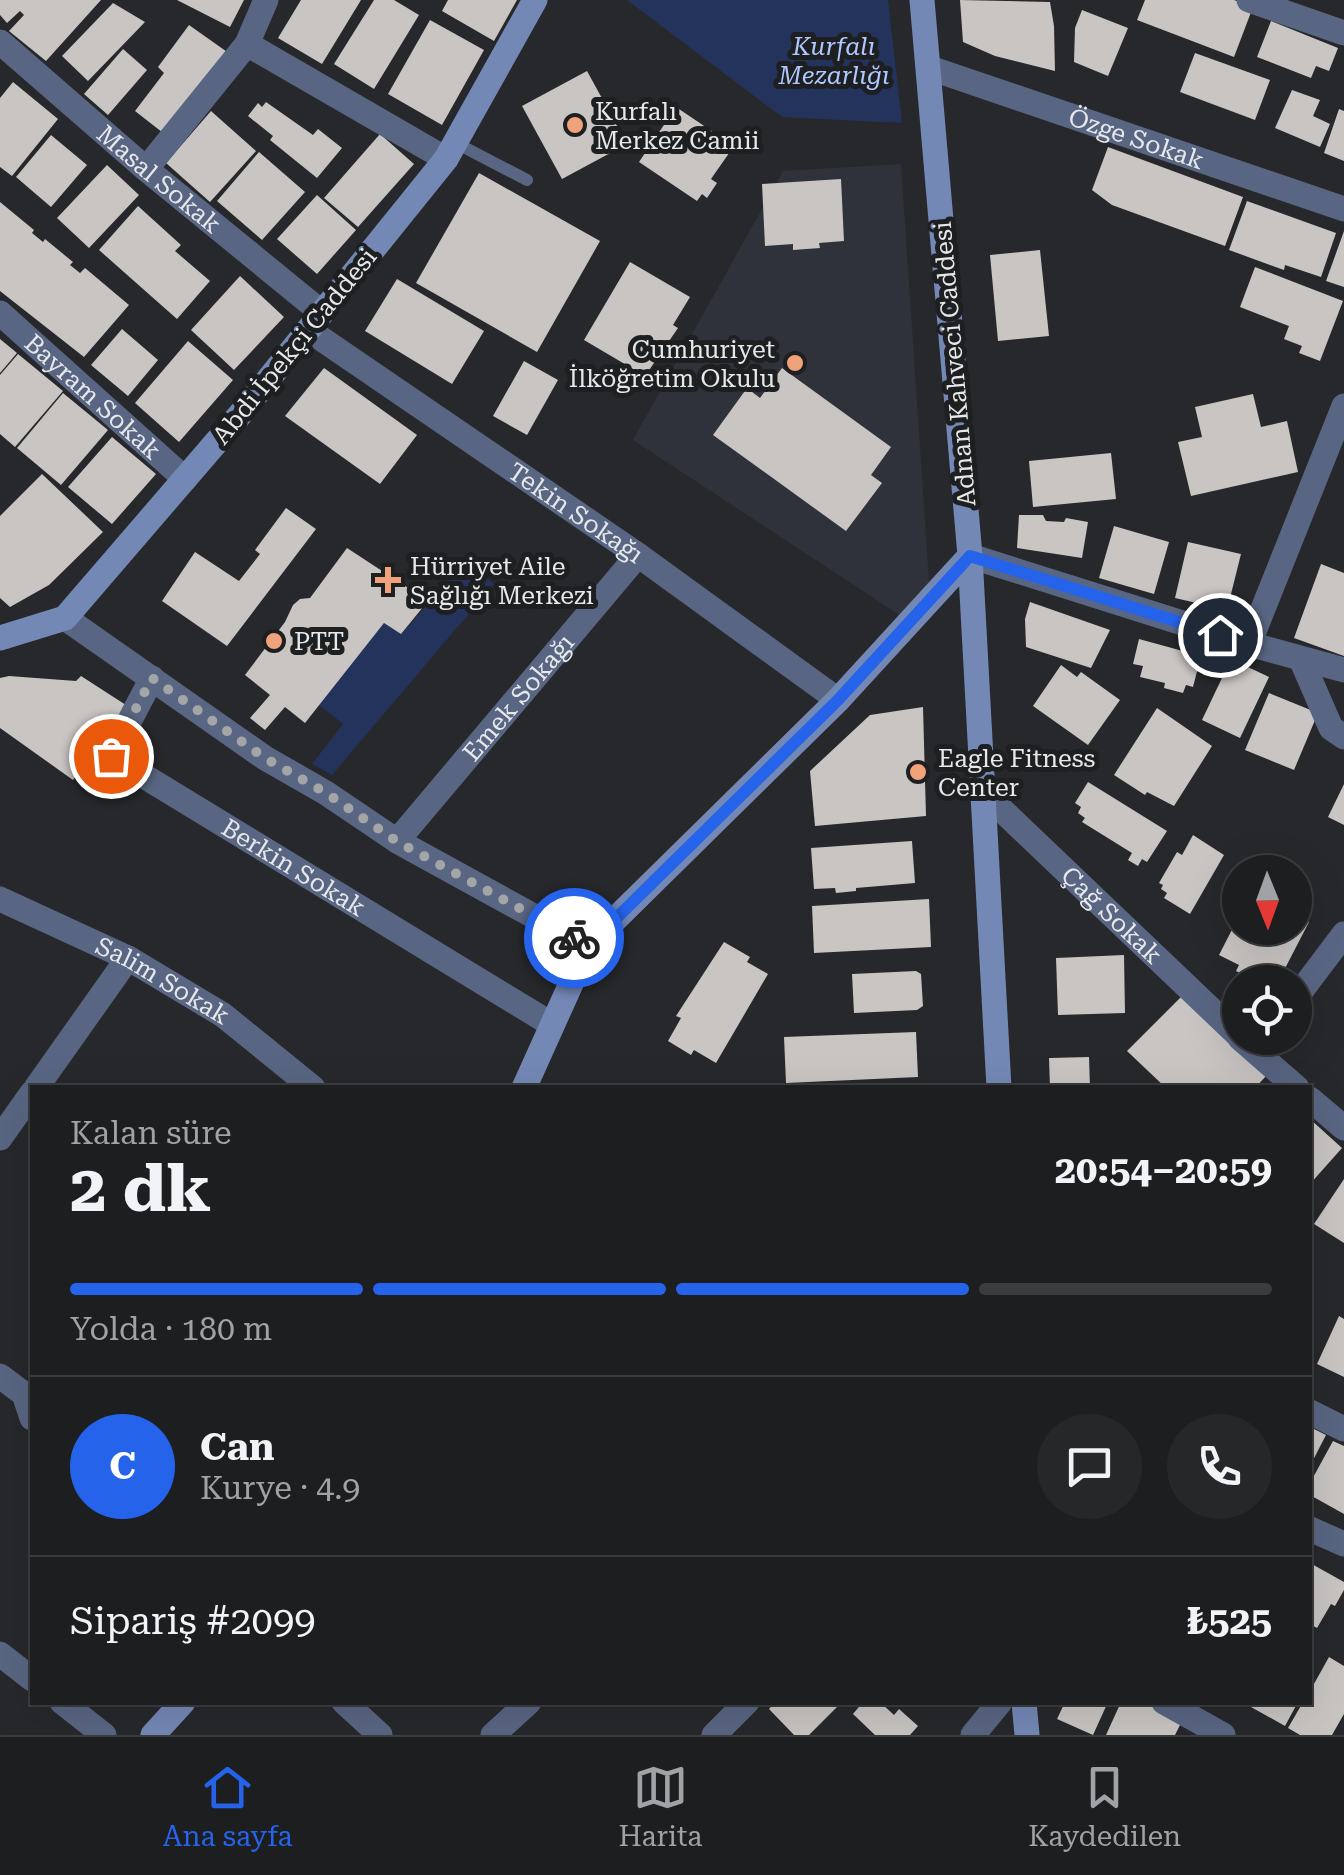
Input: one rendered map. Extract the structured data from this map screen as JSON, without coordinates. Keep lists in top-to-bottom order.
{
  "streets": {
    "street": [
      "Özge Sokak",
      "Masal Sokak",
      "Abdi İpekçi Caddesi",
      "Adnan Kahveci Caddesi",
      "Bayram Sokak",
      "Tekin Sokağı",
      "Emek Sokağı",
      "Berkin Sokak",
      "Çağ Sokak",
      "Salim Sokak"
    ]
  },
  "crossings": [
    ["Özge Sokak", "Adnan Kahveci Caddesi"],
    ["Masal Sokak", "Abdi İpekçi Caddesi"],
    ["Masal Sokak", "Tekin Sokağı"],
    ["Abdi İpekçi Caddesi", "Bayram Sokak"],
    ["Abdi İpekçi Caddesi", "Tekin Sokağı"],
    ["Adnan Kahveci Caddesi", "Çağ Sokak"],
    ["Tekin Sokağı", "Emek Sokağı"]
  ],
  "parks": ["Kurfalı Mezarlığı"],
  "places": {
    "other": [
      "Kurfalı Merkez Camii",
      "Cumhuriyet İlköğretim Okulu",
      "PTT",
      "Eagle Fitness Center"
    ],
    "health": ["Hürriyet Aile Sağlığı Merkezi"]
  },
  "north": "bottom",
  "page": {
    "heading": ["2 dk", "Kalan süre", "20:54–20:59"],
    "panel": [
      "Can",
      "Kurye · 4.9",
      "Sipariş #2099",
      "₺525"
    ],
    "bar": "Yolda · 180 m",
    "round": "C",
    "tabs": ["Ana sayfa", "Harita", "Kaydedilen"]
  }
}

- [Work to be completed]:
An exact copy of all the lines above is required, with the pictures removed.

- [Final answer]:
Input: one rendered map. Extract the structured data from this map screen as JSON, without coordinates. Keep lists in top-to-bottom order.
{
  "streets": {
    "street": [
      "Özge Sokak",
      "Masal Sokak",
      "Abdi İpekçi Caddesi",
      "Adnan Kahveci Caddesi",
      "Bayram Sokak",
      "Tekin Sokağı",
      "Emek Sokağı",
      "Berkin Sokak",
      "Çağ Sokak",
      "Salim Sokak"
    ]
  },
  "crossings": [
    ["Özge Sokak", "Adnan Kahveci Caddesi"],
    ["Masal Sokak", "Abdi İpekçi Caddesi"],
    ["Masal Sokak", "Tekin Sokağı"],
    ["Abdi İpekçi Caddesi", "Bayram Sokak"],
    ["Abdi İpekçi Caddesi", "Tekin Sokağı"],
    ["Adnan Kahveci Caddesi", "Çağ Sokak"],
    ["Tekin Sokağı", "Emek Sokağı"]
  ],
  "parks": ["Kurfalı Mezarlığı"],
  "places": {
    "other": [
      "Kurfalı Merkez Camii",
      "Cumhuriyet İlköğretim Okulu",
      "PTT",
      "Eagle Fitness Center"
    ],
    "health": ["Hürriyet Aile Sağlığı Merkezi"]
  },
  "north": "bottom",
  "page": {
    "heading": ["2 dk", "Kalan süre", "20:54–20:59"],
    "panel": [
      "Can",
      "Kurye · 4.9",
      "Sipariş #2099",
      "₺525"
    ],
    "bar": "Yolda · 180 m",
    "round": "C",
    "tabs": ["Ana sayfa", "Harita", "Kaydedilen"]
  }
}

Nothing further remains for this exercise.